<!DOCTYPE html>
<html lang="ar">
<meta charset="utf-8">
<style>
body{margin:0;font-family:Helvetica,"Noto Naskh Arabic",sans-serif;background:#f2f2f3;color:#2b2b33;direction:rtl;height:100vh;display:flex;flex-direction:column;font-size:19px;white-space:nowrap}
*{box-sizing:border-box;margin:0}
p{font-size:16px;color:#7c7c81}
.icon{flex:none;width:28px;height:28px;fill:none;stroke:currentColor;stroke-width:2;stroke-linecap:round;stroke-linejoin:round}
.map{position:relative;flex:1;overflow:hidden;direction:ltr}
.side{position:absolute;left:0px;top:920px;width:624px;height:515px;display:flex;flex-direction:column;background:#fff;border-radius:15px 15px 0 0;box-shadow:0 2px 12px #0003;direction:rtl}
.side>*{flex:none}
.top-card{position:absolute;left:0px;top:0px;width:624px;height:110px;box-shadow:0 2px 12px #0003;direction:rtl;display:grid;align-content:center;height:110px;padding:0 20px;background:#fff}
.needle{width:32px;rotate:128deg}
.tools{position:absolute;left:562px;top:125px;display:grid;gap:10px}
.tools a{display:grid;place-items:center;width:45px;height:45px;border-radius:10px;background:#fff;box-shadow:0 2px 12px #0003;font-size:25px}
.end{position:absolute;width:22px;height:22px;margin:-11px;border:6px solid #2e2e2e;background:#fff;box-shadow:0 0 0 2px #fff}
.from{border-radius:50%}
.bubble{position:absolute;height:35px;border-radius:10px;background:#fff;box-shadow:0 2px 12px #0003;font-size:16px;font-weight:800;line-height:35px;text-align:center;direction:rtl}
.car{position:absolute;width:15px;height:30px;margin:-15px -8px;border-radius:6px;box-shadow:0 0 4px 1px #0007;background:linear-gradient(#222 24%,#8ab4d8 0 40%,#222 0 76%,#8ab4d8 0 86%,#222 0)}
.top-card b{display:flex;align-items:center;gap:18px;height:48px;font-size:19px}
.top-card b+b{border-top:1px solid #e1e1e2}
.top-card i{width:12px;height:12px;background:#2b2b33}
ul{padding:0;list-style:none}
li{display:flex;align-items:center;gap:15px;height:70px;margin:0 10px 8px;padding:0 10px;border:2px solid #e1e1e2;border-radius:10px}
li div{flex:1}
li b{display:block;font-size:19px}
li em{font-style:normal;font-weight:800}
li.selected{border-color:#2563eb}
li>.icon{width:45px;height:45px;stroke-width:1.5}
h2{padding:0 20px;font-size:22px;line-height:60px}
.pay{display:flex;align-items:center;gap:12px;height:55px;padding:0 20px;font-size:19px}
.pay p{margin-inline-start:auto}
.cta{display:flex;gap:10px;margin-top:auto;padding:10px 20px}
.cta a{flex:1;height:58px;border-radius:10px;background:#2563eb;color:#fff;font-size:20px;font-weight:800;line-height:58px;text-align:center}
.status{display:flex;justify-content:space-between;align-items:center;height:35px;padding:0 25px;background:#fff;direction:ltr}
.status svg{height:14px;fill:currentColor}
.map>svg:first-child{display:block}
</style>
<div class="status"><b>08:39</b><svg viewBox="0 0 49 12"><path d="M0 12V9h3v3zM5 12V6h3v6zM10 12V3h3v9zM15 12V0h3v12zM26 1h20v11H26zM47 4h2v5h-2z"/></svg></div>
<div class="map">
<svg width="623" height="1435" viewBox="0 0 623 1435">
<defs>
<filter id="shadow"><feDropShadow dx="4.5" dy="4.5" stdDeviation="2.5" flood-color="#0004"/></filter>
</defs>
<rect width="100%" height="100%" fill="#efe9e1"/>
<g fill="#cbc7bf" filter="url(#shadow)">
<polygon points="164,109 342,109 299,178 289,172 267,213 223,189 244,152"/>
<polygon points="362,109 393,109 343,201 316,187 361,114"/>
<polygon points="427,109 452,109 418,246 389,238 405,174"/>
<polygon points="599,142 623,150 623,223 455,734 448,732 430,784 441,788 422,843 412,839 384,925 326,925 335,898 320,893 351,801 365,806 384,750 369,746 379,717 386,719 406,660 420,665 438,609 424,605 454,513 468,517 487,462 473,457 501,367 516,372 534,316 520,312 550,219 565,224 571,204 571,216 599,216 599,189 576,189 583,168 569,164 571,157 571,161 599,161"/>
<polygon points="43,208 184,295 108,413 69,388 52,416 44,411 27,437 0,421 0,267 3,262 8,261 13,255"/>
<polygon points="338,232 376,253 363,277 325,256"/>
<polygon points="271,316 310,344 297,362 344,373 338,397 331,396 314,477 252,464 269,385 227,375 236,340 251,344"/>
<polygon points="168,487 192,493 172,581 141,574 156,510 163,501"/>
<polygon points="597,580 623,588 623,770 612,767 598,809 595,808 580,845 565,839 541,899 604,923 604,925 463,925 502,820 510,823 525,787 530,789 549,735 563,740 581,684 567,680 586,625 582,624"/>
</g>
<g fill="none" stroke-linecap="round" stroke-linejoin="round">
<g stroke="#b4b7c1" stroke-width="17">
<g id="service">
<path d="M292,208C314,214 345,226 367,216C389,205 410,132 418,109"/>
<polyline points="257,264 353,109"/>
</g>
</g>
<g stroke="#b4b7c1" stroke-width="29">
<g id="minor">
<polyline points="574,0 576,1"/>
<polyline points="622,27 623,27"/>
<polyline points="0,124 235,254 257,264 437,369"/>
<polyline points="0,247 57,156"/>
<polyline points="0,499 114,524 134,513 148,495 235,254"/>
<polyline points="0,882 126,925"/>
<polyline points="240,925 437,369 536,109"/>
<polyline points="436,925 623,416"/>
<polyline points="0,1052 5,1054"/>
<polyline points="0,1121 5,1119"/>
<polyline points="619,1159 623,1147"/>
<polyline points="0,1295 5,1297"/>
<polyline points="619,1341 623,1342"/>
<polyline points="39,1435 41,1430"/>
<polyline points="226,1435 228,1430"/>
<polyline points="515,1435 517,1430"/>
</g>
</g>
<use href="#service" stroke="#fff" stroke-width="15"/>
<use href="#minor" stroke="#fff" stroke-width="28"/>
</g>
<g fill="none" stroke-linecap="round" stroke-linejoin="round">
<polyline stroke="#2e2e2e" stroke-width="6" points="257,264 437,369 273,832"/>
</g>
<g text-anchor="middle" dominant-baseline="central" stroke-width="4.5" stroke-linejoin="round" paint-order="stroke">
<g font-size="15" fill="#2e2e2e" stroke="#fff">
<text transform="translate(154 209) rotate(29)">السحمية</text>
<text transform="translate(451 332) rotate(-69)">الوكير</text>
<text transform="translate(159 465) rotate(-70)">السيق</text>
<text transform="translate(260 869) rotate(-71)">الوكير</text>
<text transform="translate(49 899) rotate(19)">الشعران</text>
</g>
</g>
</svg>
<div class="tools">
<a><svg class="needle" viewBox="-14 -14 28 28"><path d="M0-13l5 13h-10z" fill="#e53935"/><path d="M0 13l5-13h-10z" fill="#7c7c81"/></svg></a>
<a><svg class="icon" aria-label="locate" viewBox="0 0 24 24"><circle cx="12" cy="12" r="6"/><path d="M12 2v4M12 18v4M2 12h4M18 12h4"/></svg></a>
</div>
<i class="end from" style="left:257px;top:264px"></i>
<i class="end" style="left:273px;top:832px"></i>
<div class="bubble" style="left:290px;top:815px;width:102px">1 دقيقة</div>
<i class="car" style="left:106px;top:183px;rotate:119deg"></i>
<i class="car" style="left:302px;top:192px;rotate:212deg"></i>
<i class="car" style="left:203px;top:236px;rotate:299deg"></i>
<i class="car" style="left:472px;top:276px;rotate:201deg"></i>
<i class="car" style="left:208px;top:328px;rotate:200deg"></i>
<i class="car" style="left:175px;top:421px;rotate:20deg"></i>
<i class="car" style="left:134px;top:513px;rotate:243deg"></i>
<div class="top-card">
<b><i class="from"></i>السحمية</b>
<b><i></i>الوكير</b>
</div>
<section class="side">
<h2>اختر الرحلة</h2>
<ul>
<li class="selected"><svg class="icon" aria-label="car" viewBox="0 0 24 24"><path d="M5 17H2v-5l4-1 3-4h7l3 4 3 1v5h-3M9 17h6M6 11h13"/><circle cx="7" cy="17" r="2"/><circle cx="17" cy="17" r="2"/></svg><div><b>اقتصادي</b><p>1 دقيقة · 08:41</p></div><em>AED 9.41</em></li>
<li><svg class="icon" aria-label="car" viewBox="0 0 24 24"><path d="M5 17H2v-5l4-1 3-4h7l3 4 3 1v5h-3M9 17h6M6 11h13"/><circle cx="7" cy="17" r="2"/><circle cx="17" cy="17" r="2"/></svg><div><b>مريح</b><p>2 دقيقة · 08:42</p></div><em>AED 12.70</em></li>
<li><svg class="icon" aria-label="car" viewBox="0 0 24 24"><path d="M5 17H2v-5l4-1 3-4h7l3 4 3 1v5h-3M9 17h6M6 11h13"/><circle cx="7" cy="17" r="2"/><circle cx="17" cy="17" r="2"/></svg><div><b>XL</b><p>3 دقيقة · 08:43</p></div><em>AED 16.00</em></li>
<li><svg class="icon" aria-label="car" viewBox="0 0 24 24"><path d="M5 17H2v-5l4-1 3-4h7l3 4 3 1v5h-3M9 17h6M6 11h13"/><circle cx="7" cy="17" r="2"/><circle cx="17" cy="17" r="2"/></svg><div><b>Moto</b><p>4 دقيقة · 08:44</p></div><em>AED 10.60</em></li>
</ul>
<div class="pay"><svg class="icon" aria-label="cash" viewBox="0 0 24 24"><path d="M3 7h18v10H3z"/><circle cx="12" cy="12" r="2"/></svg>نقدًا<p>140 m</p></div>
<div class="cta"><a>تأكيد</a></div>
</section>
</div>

Task prompt
Find the lines above that include the string "from" and copy them.

Exercise response
.from{border-radius:50%}
<i class="end from" style="left:257px;top:264px"></i>
<b><i class="from"></i>السحمية</b>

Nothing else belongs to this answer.